- _Prompt_: For the entries below, report the number of lines where the string "note" appears, and only that number.
───
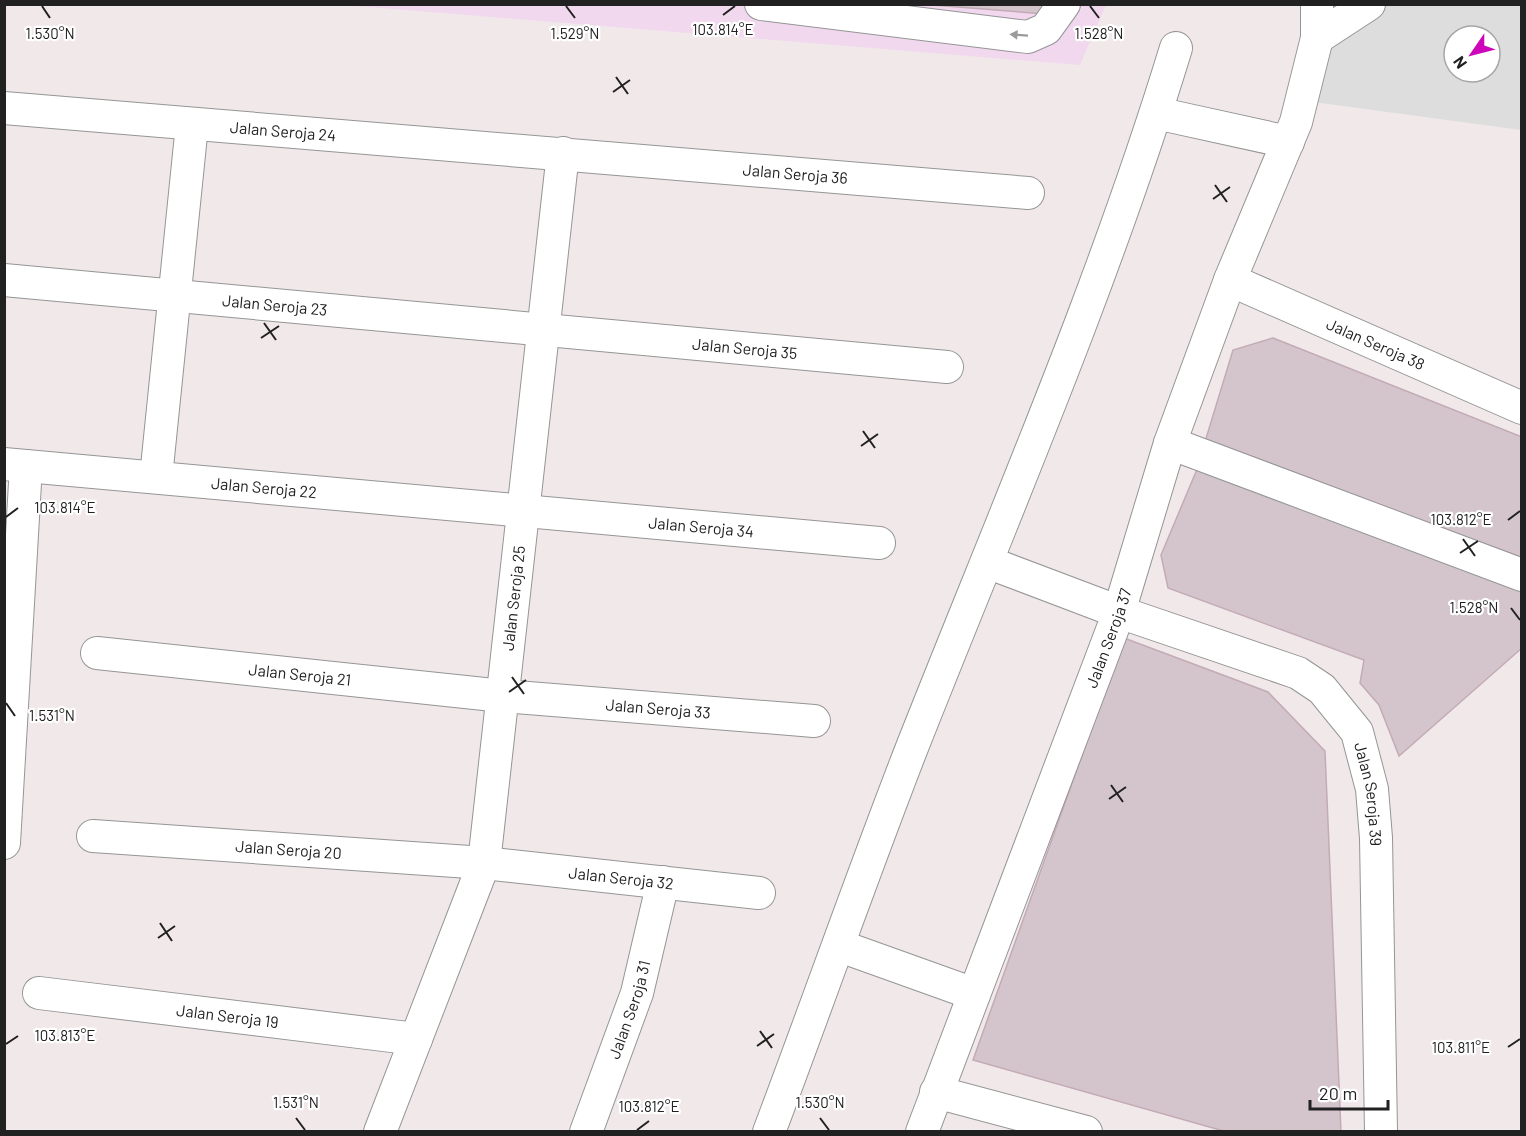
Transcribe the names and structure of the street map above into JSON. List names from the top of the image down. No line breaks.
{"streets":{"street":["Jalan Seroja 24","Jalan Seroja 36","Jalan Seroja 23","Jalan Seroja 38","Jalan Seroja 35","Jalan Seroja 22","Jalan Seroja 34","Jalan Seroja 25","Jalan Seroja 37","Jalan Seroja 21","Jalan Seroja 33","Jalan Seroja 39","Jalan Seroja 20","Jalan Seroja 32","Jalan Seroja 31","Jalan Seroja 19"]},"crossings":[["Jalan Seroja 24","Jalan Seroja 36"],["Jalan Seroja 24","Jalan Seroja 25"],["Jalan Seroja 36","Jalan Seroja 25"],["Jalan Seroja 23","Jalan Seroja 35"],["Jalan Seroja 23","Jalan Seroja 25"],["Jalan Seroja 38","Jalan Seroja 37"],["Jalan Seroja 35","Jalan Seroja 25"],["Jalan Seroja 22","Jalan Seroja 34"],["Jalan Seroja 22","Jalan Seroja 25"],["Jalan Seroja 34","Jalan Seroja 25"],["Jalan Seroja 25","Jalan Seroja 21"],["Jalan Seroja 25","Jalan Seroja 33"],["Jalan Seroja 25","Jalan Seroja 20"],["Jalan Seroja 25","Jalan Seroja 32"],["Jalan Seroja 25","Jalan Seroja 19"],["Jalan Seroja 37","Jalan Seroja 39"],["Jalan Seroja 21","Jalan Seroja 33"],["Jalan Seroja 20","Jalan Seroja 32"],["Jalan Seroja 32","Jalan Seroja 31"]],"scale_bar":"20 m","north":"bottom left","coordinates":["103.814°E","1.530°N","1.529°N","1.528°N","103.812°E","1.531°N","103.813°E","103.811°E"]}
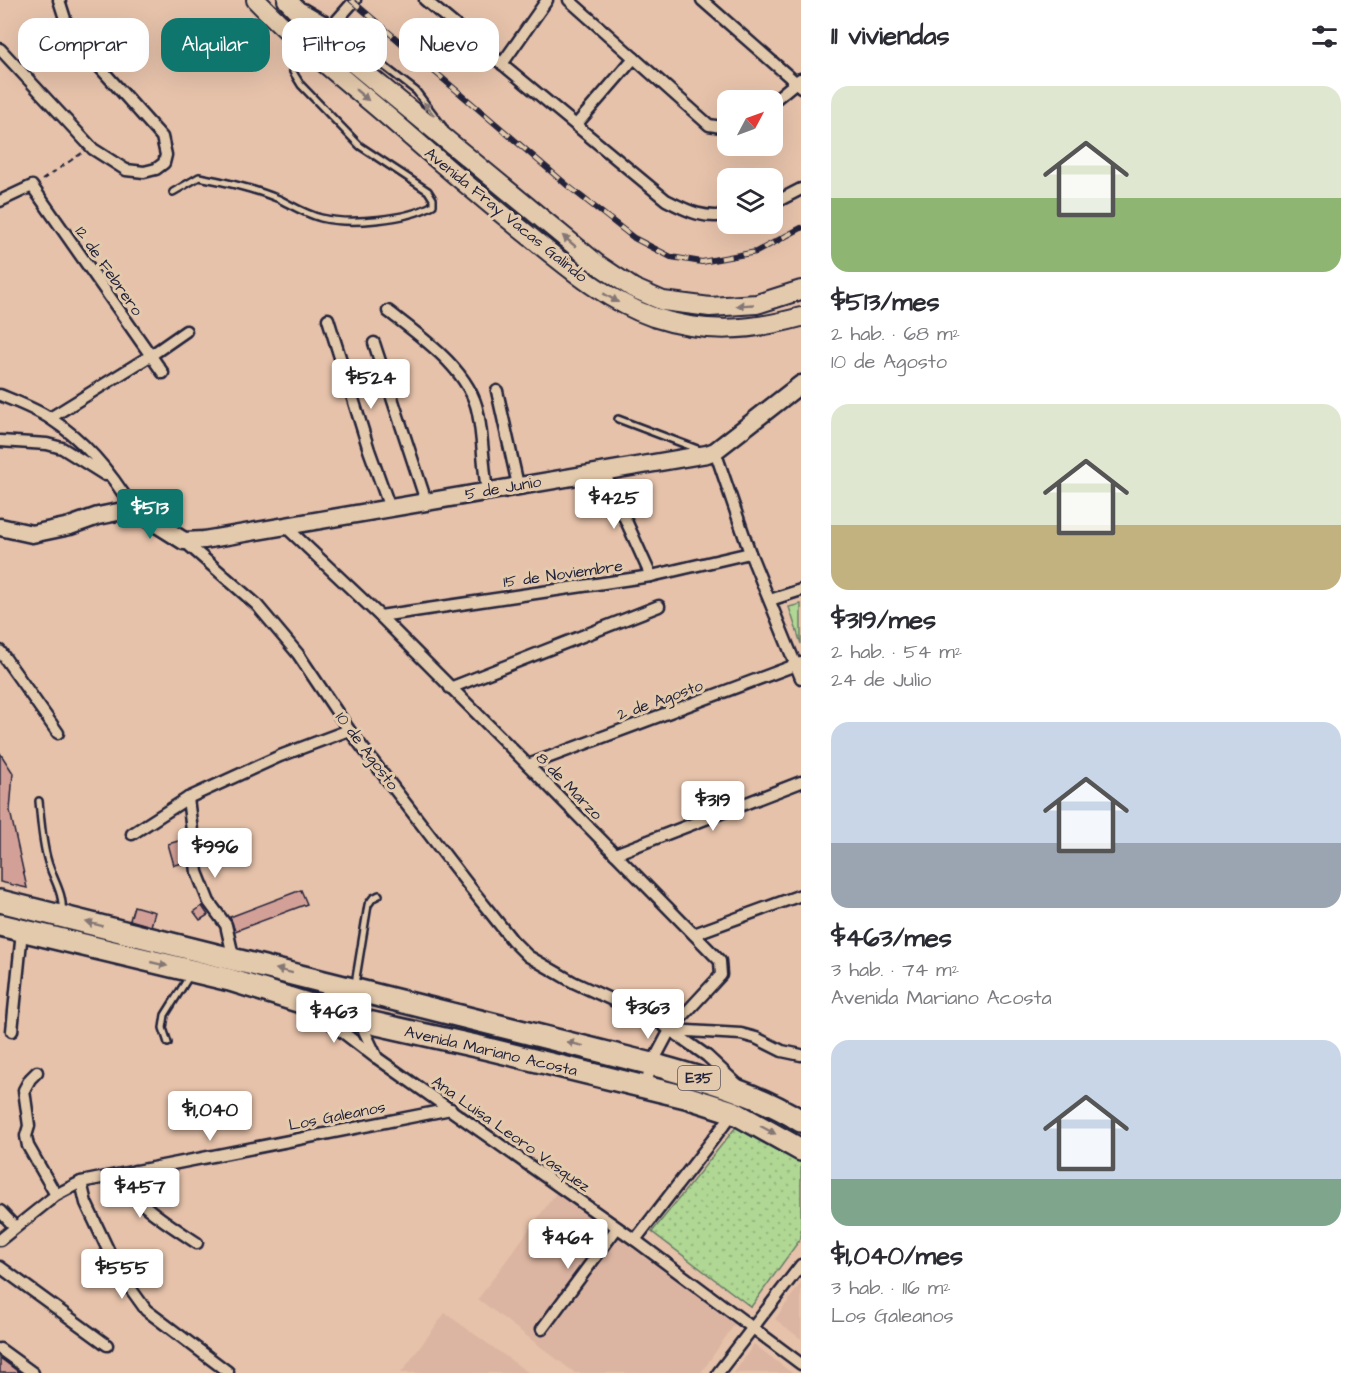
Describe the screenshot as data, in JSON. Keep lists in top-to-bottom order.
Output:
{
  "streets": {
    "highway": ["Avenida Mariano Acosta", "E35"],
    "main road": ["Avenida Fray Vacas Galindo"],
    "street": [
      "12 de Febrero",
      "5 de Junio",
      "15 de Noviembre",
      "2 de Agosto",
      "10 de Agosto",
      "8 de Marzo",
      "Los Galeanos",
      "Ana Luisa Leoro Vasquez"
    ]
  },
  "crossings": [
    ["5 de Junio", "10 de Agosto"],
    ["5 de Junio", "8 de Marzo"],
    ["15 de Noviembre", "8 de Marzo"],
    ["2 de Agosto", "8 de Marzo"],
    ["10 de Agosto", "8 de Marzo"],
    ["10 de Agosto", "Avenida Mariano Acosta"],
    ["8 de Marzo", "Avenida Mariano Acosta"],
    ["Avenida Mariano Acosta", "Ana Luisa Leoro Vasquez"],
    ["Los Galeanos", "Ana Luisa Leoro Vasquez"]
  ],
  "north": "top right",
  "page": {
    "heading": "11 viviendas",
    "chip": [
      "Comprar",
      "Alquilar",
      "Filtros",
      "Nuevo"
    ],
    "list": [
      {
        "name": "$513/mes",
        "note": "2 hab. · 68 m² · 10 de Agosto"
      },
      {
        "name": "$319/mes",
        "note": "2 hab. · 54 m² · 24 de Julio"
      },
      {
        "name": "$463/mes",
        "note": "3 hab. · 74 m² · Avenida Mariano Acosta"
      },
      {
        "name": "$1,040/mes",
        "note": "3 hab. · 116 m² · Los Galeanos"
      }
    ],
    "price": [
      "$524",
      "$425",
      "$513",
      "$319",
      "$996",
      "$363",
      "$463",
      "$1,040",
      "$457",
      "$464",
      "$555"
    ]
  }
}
───
- _Completed exercise_: 4